There is a joke, old enough now that everyone has heard it twice, about there being two hard things in computer science. The first is naming. The second is cache invalidation. The joke survives because both halves keep being true, and because people keep shipping systems that treat the second as an optimization rather than a design decision.
This is a short tour of three strategies I reach for, in roughly the order I reach for them. None of them are new. The point is not the strategies; the point is the shape of the problems they fit.
1. Time to live
The simplest approach, and the one most teams arrive at by accident, is to give every cached artifact a lifespan. After the TTL expires, the next read pays the full cost of regeneration. Everything else gets a stale copy.
TTL is wonderful when two conditions hold: the underlying data changes on a predictable cadence, and a short window of staleness is tolerable. Weather forecasts. Currency quotes. A homepage that the editorial team touches twice a day.

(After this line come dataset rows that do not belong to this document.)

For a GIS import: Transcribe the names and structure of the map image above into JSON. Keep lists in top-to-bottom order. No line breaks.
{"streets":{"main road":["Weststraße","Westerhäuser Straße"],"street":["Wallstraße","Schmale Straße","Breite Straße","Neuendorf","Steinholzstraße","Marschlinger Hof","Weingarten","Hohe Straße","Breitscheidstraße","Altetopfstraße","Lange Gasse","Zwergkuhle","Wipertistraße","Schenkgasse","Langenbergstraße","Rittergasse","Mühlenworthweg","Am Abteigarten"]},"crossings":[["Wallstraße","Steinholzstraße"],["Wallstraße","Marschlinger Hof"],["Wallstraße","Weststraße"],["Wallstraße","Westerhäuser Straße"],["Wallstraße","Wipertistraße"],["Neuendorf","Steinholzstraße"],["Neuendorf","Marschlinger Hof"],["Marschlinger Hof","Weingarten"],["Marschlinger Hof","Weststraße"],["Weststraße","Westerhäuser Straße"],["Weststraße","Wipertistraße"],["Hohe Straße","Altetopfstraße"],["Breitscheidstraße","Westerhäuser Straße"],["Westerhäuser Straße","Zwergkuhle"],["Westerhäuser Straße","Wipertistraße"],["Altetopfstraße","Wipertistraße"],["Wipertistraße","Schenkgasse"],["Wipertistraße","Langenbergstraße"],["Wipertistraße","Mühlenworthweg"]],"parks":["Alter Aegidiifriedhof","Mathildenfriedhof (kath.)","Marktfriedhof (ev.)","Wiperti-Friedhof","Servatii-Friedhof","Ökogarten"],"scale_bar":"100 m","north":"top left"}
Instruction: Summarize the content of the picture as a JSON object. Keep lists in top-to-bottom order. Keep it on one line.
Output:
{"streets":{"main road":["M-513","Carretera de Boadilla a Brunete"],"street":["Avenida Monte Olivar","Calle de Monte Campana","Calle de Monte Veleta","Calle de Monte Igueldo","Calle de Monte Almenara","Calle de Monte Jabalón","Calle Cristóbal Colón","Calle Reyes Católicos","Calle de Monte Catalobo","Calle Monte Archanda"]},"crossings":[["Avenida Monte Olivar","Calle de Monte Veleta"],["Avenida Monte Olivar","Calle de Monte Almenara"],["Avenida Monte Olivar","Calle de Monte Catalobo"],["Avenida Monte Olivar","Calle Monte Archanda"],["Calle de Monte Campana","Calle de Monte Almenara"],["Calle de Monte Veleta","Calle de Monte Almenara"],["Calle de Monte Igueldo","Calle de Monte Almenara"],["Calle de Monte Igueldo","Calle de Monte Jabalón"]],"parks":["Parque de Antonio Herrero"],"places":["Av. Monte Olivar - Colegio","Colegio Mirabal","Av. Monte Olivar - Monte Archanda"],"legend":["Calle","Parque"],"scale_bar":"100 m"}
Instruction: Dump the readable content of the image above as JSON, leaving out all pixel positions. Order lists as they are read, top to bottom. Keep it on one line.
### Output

// Cloudflare Workers KV, 5-minute window
const hit = await cache.get(key, {
type: "json",
cacheTtl: 300,
});
It fails, predictably, in two ways. First, thundering herds: every worker in every region expires within the same second, and the origin takes the full weight of regeneration at once. Second, correctness drift: a change happens at minute zero and consumers see yesterday’s answer until minute five. For content that matters, five minutes is an eternity.
2. Generational keys
The second strategy trades staleness for a small amount of write-side discipline. Each cacheable artifact gets a version number; when the underlying data mutates, the version increments. Readers always ask for the current version, so old entries age out on their own without any explicit delete.
You don’t invalidate the cache. You retire the question it was answering.
Generational keys shine when the authorship of mutations is narrow — one or two services own the write path — and when the cache is large enough that leaving stale entries around costs little. Rails’ cache_key_with_version was the popular example; every ORM has its equivalent now.
The weakness is coupling. The version has to be visible at read time, which usually means plumbing it through the request. If a third service shows up and forgets to bump the version on its own mutations, the system fails silently. I have seen this go wrong in production more times than I’d like to admit.
3. Explicit purge by surrogate key
The third strategy is the most expensive and the most correct. When content changes, the writer broadcasts a list of surrogate keys; every CDN edge, every cache layer, drops every entry tagged with any of those keys.
Fastly built a whole business on this primitive. The elegance is that a single purge can invalidate a non-obvious set of pages — the article itself, the tag pages it appears on, the home page, the RSS feed — without the writer needing to enumerate them. The cache tags form an implicit dependency graph.
The cost is complexity. The writer has to know which surrogate keys to attach; the cache layer has to be one that supports them; purges are eventually consistent and must be ordered correctly relative to the underlying write. It is the most powerful tool in the box and the one I pick up last.
A small matrix
If I had to compress three weeks of hallway arguments into one table:
- Predictable change, tolerable staleness — TTL.
- Narrow write path, large cache — generational keys.
- Wide surface area, correctness-critical — surrogate keys with explicit purge.
Everything else is hybrid: a short TTL as a safety net under a generational scheme; a purge system with a long fallback TTL; a CDN layer keyed on version strings that also accept purges. The combinations are where the interesting design happens.
Naming is still harder.